Add 720 µL of ATL buffer from the DNeasy Blood & Tissue Extraction Kit (Qiagen)
Vortex at full speed for 5 min.
Transfer the mixture to a 2 mL tube containing 20 µL of Proteinase K
Mix by pipetting
Incubate 2 hours at 56°c
Centrifuge 2 min at 11,000 x g at 4°C
Transfer the clear supernatant to a new 2 mL tube
Add 150 µL of buffer SL3 and vortex 5 s.
Incubate 5 min at 0-4°C
Centrifuge 1 min at 11,000 x g at 4°C
Place the NucleoSpin® Inhibitor Removal Column (red ring) onto a collection tube (2 mL, lid)
Load up to 650 µL of the clear supernatant from step 3 onto the filter and centrifuge 1 min at 11,000 x g (repeat this step as many time as there is still some supernatant from step 3 to be filtered. After each centrifugation, collect the filtered liquid in a clean tube (several collecting tubes are required, but only 1 column for all the lysate from step 3).
Discard the NucleoSpin® Inhibitor Removal Column
Note: If a pellet is visible after the centrifugation, transfer the clear supernatant to a new collection tube (not provided in the kit) to get ride of this pellet, and continue with the clear supernatant.
Adjust binding conditions (step 6 from the NucleoSpin® Soil (MACHEREY-NAGEL GmbH & Co., Düren Germany)
Place a NucleoSpin® Soil Column (green ring) in a Collection tube (2 mL)
Load 550 µL of sample onto the column
Centrifuge 1 min at 11,000 x g
Discard the flow through and place the column back in a collection tube
Load the remaining sample onto the column
Centrifuge for 1 min at 11.000 x g
Discard the flow through and place the column back into the collection tube
Wash and dry silica membrane
Note: the same collection tube is used throughout the entire washing procedure to reduce plastic waste
-Add 500 µL of Buffer SB to the NucleoSpin® Soil Column
-Centrifuge for 30 s at 11.000 x g
-Discard the flow through and place the column back into the collection tube
-Add 550 µL of Buffer SW1 to the NucleoSpin® Soil Column
-Centrifuge for 30 s at 11.000 x g
-Discard the flow through and place the column back into the collection tube
-Add 650 µL of Buffer SW2 to the NucleoSpin® Soil Column
-Close the lid and vortex for 2s.
-Centrifuge for 30 s at 11.000 x g
-Discard the flow through and place the column back into the collection tube
-Add 650 µL of Buffer SW2 to the NucleoSpin® Soil Column
-Close the lid and vortex for 2s.
-Centrifuge for 30 s at 11.000 x g
-Discard the flow through and place the column back into the collection tube
Note: if for any reason, the liquid in the collection tube has touched the NucleoSpin® Soil Column after the drying step, discard flow through and centrifuge again
Place the NucleoSpin® Soil Column into a new microcentrifuge tube (not provided in the kit)

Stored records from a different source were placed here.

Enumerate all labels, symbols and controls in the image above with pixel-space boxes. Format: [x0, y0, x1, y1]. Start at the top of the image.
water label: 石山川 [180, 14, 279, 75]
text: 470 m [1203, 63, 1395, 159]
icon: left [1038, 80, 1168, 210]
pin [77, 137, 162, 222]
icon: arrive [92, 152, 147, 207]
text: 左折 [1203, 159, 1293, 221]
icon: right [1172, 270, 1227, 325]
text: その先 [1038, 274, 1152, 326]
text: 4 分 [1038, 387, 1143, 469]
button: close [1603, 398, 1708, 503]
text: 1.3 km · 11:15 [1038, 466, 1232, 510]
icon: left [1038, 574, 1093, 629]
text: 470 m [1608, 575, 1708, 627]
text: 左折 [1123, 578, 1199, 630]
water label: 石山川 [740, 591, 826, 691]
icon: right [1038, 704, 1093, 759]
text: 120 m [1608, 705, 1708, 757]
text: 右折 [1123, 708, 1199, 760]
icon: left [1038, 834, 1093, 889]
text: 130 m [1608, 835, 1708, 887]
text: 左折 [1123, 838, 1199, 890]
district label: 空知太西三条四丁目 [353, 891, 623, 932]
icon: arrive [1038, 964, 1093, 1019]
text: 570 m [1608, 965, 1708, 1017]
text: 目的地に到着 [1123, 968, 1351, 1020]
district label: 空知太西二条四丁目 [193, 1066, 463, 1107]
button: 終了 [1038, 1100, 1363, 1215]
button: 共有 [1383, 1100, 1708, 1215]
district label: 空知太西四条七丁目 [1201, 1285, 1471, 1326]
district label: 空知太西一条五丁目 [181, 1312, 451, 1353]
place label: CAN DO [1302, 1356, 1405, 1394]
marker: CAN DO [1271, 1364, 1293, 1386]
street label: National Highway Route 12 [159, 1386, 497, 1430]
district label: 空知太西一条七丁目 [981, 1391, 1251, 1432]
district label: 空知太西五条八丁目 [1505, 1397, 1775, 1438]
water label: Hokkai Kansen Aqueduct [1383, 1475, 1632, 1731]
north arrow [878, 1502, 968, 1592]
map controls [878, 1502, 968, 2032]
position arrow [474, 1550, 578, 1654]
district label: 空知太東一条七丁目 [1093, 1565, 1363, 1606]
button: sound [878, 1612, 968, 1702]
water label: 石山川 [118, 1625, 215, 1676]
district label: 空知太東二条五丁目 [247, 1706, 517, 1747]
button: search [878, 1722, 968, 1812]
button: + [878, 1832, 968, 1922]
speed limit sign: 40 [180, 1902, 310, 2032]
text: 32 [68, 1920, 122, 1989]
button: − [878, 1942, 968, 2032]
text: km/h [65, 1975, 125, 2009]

Add 50 µL of Buffer SE previously heated to 37°C to the column
Do not close the lid and incubate for 1 min 30 s at room temperature (18-25°C)
Close the lid and centrifuge for 30 s at 11.000 x g
Repeat the same steps with the same column and the same collection tube to get a final extract of 100 µl: Add 50 µL of Buffer SE previously heated to 37°C to the column
Do not close the lid and incubate for 1 min 30 s at room temperature (18-25°C)
Close the lid and centrifuge for 30 s at 11.000 x g
Throw the column and keep the tube containing the 100 µL of DNA
Store DNA frozen at -20°C (or -80°C for longer storage).